_Information_:
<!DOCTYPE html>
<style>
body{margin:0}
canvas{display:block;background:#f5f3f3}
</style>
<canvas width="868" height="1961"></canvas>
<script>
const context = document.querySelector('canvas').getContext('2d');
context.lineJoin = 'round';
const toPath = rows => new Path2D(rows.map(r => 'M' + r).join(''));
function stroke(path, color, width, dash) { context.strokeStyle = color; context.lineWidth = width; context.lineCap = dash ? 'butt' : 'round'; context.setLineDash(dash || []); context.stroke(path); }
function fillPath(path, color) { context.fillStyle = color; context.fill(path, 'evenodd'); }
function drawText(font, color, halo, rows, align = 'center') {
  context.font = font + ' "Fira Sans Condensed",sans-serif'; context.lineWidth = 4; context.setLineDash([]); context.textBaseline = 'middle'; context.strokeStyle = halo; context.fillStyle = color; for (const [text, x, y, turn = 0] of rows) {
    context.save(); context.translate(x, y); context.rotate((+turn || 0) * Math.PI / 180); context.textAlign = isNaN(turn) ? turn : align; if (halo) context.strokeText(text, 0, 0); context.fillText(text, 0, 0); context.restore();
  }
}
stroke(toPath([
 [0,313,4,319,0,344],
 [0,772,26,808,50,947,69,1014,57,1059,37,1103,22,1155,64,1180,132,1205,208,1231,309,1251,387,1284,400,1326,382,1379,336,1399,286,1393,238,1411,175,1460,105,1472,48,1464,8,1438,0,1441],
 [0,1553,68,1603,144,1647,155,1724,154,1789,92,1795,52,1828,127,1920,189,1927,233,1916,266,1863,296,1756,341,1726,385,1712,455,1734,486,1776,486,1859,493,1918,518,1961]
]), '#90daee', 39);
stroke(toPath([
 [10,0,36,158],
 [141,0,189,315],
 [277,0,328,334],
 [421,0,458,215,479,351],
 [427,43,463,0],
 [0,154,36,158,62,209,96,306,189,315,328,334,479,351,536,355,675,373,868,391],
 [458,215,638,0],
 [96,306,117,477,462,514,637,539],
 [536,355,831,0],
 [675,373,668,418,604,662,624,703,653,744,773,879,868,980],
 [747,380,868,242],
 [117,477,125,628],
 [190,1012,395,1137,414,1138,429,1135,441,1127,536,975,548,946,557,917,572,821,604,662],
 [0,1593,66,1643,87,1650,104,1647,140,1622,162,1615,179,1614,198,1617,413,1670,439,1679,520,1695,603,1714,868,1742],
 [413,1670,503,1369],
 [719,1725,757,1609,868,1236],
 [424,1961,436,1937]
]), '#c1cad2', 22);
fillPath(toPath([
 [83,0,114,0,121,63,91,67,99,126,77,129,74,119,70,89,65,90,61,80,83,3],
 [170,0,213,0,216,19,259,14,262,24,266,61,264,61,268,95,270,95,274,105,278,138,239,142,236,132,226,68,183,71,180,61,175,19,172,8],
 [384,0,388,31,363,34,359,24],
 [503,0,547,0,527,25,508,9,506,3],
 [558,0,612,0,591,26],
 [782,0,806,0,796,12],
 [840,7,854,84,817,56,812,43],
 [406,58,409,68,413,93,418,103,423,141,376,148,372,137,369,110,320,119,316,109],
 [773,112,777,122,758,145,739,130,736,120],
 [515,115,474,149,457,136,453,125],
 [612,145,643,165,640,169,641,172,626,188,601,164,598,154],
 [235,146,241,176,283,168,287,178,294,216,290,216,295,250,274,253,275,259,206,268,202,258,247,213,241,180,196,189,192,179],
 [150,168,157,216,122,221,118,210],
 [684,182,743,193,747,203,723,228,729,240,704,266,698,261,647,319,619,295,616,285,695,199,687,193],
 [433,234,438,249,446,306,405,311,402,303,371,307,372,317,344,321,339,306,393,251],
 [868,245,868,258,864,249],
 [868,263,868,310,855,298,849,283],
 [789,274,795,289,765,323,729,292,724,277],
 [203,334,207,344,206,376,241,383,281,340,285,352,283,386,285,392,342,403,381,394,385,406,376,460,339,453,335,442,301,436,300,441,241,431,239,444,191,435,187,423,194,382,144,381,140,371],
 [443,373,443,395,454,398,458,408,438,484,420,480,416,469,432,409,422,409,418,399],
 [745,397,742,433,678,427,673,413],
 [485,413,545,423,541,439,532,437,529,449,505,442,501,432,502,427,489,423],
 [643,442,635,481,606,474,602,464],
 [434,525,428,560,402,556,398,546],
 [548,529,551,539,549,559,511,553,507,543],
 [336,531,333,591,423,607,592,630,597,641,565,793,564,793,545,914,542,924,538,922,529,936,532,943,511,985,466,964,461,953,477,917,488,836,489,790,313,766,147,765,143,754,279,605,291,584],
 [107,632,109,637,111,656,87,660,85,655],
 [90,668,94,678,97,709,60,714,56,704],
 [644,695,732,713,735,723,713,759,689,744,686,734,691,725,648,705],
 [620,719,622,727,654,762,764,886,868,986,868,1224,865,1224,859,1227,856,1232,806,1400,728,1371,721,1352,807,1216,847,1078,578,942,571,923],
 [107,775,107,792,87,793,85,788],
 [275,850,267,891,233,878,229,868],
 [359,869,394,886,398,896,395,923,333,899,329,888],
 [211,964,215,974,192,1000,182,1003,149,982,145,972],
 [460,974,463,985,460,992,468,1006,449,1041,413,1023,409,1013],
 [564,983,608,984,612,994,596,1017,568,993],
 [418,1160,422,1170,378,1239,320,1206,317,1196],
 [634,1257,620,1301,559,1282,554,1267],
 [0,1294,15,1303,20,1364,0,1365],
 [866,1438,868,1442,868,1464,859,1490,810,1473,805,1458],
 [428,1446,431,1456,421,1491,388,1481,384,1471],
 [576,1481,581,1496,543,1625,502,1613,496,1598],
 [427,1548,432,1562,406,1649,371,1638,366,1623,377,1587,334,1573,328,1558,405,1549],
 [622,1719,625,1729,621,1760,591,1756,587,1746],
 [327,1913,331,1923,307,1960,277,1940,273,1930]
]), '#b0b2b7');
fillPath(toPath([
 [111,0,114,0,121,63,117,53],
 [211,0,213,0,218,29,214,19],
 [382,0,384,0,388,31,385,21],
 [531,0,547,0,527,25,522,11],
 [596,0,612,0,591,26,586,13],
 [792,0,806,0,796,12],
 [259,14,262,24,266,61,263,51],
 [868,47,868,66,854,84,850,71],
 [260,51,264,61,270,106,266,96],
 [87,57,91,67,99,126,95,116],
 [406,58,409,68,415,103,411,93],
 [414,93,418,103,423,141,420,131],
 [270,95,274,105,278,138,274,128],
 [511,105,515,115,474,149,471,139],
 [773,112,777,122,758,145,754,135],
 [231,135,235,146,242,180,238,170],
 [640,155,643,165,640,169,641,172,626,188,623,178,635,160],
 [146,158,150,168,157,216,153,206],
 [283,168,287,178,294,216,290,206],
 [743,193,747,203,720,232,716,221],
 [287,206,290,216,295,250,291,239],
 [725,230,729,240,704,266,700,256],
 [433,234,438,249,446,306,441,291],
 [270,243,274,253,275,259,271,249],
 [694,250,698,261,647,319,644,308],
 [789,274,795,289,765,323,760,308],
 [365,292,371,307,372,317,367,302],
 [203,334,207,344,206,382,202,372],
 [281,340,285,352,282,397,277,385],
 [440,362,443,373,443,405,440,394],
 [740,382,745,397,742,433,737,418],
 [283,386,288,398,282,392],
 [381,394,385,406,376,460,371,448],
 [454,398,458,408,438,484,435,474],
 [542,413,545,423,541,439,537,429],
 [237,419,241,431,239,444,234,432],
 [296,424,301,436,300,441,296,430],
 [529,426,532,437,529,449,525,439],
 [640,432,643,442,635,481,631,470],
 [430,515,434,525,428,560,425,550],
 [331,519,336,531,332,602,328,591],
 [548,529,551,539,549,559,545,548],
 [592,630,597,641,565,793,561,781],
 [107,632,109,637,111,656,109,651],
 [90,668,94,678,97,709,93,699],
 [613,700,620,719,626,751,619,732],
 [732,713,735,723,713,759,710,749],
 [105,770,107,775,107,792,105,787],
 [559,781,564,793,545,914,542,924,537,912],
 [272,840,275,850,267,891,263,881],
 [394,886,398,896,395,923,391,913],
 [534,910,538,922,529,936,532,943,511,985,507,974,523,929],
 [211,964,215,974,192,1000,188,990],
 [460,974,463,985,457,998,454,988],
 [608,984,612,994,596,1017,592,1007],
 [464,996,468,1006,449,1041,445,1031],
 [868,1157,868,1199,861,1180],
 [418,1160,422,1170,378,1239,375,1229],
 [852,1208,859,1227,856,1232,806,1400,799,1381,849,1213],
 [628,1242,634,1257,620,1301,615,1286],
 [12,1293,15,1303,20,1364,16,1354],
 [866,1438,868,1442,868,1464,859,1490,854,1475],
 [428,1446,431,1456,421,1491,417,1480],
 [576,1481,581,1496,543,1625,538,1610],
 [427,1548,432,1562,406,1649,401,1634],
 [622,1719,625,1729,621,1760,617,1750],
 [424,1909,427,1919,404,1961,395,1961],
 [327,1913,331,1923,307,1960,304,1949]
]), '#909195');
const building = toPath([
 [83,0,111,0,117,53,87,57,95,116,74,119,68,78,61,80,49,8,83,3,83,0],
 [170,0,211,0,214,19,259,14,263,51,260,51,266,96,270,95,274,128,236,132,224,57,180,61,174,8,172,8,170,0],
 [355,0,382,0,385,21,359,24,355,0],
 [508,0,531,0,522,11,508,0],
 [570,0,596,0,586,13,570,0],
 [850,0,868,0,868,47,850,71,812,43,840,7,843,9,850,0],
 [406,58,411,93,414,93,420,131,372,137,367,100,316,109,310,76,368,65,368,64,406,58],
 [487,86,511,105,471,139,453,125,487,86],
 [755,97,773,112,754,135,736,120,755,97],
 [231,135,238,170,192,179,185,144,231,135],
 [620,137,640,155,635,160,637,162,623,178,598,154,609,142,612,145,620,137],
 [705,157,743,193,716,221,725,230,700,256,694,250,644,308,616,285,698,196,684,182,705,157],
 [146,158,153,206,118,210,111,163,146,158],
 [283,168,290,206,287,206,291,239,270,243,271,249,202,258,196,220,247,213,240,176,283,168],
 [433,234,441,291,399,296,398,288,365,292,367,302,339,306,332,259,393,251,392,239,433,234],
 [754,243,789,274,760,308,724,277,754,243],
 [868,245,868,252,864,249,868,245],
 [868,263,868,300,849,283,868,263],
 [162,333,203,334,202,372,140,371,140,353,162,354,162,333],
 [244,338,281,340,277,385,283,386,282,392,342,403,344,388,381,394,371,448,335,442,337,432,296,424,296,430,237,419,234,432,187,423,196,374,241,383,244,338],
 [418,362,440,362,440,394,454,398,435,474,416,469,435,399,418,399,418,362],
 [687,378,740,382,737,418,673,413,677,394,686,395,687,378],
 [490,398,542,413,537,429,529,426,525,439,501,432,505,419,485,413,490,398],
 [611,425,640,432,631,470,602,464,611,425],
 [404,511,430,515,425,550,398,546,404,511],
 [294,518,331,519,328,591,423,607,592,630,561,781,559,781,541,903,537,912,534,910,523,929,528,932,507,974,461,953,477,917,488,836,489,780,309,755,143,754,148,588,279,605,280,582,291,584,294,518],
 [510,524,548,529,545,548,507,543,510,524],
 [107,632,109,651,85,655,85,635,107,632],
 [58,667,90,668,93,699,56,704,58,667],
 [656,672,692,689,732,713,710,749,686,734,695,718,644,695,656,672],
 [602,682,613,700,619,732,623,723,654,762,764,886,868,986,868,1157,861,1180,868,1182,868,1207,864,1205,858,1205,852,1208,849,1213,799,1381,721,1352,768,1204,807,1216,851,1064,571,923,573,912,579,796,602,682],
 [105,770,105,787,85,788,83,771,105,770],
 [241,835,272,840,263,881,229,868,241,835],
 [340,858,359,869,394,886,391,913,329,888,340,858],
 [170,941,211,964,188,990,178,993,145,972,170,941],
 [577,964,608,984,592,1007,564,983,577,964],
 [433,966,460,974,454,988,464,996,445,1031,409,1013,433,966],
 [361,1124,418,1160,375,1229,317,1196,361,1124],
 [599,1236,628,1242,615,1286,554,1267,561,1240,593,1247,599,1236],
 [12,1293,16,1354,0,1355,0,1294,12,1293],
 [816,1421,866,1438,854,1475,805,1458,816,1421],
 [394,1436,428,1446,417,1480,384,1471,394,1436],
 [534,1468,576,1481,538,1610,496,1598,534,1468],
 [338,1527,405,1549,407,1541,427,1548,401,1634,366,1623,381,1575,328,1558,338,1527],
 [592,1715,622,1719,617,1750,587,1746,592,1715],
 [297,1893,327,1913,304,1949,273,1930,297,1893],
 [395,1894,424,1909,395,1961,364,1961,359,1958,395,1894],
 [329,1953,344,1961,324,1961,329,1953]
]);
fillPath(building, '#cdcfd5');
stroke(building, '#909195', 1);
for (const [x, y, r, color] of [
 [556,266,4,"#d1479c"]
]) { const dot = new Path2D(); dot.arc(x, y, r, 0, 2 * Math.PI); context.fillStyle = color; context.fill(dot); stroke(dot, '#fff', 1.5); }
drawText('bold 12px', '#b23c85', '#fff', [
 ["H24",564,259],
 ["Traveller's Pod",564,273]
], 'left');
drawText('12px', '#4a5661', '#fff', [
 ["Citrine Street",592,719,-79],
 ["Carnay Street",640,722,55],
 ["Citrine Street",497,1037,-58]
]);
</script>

_Work to complete_:
The first line of the entries above and every line after it, up to and including the line with "const toPath = rows", should be set down exactly.

_Completed task_:
<!DOCTYPE html>
<style>
body{margin:0}
canvas{display:block;background:#f5f3f3}
</style>
<canvas width="868" height="1961"></canvas>
<script>
const context = document.querySelector('canvas').getContext('2d');
context.lineJoin = 'round';
const toPath = rows => new Path2D(rows.map(r => 'M' + r).join(''));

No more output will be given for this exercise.